(Items from a dataset):
=== Begin Enclosure ===
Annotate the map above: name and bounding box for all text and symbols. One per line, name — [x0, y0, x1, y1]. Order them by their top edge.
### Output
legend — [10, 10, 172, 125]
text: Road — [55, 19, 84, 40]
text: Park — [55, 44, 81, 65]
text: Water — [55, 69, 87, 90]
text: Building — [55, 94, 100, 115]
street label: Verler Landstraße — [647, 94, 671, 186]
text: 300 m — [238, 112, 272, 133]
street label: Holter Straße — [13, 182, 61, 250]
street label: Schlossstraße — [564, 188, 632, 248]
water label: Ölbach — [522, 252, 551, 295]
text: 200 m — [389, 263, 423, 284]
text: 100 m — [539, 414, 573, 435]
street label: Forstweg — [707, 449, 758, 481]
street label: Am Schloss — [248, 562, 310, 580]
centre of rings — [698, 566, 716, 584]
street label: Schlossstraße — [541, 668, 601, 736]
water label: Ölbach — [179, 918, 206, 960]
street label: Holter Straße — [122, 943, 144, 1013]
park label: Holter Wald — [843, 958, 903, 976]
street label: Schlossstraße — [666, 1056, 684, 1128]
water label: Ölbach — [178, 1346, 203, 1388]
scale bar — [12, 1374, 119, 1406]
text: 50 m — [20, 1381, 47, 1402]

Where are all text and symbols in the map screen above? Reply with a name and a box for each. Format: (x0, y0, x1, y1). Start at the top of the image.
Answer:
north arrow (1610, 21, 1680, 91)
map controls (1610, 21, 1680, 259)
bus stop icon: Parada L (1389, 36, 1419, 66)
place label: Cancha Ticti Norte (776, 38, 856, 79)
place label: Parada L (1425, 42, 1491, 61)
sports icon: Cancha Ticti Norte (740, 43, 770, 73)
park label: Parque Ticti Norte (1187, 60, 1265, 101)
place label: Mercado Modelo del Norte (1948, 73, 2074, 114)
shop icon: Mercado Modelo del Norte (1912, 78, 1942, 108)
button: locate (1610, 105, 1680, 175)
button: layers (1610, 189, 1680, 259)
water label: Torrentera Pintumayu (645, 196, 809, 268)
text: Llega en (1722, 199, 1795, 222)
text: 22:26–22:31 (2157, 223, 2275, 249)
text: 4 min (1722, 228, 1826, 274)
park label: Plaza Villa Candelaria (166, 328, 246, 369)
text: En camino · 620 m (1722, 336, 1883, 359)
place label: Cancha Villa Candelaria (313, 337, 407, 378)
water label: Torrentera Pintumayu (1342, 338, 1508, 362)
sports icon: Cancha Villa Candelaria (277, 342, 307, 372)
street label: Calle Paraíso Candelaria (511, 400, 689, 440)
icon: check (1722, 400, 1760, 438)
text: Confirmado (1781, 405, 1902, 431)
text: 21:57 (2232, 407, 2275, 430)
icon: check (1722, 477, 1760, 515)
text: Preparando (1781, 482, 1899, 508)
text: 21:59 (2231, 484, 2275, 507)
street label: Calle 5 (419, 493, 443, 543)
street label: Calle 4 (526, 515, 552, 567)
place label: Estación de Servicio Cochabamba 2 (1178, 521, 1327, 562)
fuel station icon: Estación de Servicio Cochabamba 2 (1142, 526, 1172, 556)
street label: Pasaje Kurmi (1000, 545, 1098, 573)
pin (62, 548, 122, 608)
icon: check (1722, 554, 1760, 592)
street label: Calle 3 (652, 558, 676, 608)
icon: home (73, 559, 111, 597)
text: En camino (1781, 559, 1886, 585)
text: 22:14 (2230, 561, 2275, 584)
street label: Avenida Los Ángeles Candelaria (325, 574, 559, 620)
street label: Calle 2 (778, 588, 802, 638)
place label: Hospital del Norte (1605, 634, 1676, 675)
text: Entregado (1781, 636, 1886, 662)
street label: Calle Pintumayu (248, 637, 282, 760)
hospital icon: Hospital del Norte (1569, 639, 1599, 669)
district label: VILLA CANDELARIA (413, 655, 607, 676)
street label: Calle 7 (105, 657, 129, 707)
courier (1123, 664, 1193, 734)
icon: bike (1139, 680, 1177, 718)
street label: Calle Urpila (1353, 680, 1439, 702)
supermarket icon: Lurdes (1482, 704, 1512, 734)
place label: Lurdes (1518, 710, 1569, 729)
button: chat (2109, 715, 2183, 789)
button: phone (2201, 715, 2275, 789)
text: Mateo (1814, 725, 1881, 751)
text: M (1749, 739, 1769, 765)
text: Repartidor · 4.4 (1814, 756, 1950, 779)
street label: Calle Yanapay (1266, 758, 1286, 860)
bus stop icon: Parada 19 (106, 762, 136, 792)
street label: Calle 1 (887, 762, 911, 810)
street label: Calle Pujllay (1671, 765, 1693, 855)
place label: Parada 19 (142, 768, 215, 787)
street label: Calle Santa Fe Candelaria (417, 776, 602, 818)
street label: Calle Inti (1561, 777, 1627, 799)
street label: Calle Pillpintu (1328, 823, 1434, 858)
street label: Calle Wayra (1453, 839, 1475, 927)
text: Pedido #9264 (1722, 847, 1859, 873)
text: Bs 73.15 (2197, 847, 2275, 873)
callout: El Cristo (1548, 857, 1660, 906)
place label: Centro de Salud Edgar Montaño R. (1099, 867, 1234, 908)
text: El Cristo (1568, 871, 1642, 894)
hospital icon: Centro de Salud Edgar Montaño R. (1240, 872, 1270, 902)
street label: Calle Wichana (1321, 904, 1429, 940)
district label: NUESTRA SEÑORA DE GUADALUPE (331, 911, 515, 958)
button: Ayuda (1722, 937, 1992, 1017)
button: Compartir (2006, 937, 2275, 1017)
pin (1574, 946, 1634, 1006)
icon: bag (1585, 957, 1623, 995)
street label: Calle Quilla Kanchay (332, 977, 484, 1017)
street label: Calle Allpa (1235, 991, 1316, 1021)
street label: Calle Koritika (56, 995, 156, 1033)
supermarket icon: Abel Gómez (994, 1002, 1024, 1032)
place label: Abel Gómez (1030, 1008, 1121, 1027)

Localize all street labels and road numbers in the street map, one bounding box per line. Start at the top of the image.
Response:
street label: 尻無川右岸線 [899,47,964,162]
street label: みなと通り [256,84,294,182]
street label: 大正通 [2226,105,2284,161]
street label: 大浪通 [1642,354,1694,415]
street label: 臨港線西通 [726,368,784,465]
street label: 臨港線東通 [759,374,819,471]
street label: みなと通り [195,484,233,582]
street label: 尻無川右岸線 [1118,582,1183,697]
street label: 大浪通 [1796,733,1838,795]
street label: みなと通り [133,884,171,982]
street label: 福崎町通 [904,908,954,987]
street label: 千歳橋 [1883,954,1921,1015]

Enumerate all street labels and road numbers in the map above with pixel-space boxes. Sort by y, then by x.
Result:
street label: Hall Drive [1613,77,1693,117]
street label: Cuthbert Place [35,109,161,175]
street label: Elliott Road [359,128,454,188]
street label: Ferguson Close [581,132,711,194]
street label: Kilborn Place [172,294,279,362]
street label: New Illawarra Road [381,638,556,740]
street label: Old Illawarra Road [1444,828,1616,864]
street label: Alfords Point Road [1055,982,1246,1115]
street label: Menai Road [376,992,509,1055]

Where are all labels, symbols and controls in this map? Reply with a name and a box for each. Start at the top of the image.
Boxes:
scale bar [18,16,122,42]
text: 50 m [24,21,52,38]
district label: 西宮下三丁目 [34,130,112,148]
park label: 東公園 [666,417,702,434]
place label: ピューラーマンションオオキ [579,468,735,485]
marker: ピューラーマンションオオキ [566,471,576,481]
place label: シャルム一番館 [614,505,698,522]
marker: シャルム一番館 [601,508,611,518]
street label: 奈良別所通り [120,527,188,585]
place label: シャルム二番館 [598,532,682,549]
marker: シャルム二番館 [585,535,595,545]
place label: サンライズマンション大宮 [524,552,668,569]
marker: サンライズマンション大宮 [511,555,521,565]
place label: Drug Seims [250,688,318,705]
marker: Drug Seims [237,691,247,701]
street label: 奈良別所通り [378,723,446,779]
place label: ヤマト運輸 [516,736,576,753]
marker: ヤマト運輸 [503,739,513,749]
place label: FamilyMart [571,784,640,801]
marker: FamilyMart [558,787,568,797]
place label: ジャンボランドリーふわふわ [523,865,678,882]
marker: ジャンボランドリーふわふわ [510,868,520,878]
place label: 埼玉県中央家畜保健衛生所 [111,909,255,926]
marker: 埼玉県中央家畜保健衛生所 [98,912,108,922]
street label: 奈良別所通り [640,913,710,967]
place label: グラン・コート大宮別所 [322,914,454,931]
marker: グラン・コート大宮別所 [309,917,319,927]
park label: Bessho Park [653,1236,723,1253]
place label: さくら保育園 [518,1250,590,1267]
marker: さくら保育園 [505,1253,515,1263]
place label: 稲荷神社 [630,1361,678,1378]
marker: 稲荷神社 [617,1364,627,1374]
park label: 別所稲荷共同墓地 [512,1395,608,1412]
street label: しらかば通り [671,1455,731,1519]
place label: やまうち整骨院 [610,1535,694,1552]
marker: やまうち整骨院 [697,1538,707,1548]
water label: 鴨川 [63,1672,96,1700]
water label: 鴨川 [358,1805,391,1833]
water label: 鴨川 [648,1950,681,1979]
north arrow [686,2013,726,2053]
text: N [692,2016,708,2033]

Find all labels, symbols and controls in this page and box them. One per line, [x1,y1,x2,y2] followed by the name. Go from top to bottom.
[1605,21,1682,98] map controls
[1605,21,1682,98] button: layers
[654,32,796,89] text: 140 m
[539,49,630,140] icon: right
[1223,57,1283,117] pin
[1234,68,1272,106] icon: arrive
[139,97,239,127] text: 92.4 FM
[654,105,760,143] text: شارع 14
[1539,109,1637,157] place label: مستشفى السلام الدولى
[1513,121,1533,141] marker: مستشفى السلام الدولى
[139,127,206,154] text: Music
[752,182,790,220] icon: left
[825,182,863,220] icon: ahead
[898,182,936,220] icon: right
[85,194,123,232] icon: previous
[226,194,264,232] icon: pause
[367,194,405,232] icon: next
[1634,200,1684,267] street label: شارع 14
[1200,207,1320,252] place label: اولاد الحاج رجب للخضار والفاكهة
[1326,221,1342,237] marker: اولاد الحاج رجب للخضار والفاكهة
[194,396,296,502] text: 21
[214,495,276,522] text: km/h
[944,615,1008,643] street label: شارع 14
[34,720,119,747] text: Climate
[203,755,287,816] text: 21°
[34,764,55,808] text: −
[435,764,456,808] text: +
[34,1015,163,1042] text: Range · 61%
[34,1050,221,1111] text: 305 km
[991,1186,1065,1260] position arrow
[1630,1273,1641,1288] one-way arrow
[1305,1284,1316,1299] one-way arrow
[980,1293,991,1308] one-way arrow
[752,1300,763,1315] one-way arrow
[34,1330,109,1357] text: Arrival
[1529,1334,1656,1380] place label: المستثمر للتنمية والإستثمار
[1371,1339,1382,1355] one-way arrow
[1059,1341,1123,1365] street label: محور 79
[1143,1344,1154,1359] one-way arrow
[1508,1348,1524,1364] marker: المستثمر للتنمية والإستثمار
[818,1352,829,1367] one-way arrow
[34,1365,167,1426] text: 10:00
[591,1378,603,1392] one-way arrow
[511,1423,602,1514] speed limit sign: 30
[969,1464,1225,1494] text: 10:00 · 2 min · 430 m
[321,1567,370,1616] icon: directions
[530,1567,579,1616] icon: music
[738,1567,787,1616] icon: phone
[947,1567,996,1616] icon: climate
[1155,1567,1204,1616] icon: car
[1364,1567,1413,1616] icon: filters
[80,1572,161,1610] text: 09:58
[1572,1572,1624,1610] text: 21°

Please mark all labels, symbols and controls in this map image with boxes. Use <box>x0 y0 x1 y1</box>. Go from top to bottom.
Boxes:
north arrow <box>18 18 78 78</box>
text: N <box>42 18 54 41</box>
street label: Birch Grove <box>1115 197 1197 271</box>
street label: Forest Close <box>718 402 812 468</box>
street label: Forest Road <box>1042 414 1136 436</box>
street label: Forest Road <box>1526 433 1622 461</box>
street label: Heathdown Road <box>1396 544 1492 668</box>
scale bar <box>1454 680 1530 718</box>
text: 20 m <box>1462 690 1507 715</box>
=== End Enclosure ===
Beginning with the line above that contains "Localize all street", copy each line exactly up to and including the line that contains "Where are all labels, symbols", and go no further.

Localize all street labels and road numbers in the street map, one bounding box per line. Start at the top of the image.
Response:
street label: 尻無川右岸線 [899,47,964,162]
street label: みなと通り [256,84,294,182]
street label: 大正通 [2226,105,2284,161]
street label: 大浪通 [1642,354,1694,415]
street label: 臨港線西通 [726,368,784,465]
street label: 臨港線東通 [759,374,819,471]
street label: みなと通り [195,484,233,582]
street label: 尻無川右岸線 [1118,582,1183,697]
street label: 大浪通 [1796,733,1838,795]
street label: みなと通り [133,884,171,982]
street label: 福崎町通 [904,908,954,987]
street label: 千歳橋 [1883,954,1921,1015]

Enumerate all street labels and road numbers in the map above with pixel-space boxes. Sort by y, then by x.
Result:
street label: Hall Drive [1613,77,1693,117]
street label: Cuthbert Place [35,109,161,175]
street label: Elliott Road [359,128,454,188]
street label: Ferguson Close [581,132,711,194]
street label: Kilborn Place [172,294,279,362]
street label: New Illawarra Road [381,638,556,740]
street label: Old Illawarra Road [1444,828,1616,864]
street label: Alfords Point Road [1055,982,1246,1115]
street label: Menai Road [376,992,509,1055]

Where are all labels, symbols and controls in this map? Reply with a name and a box for each. Start at the top of the image.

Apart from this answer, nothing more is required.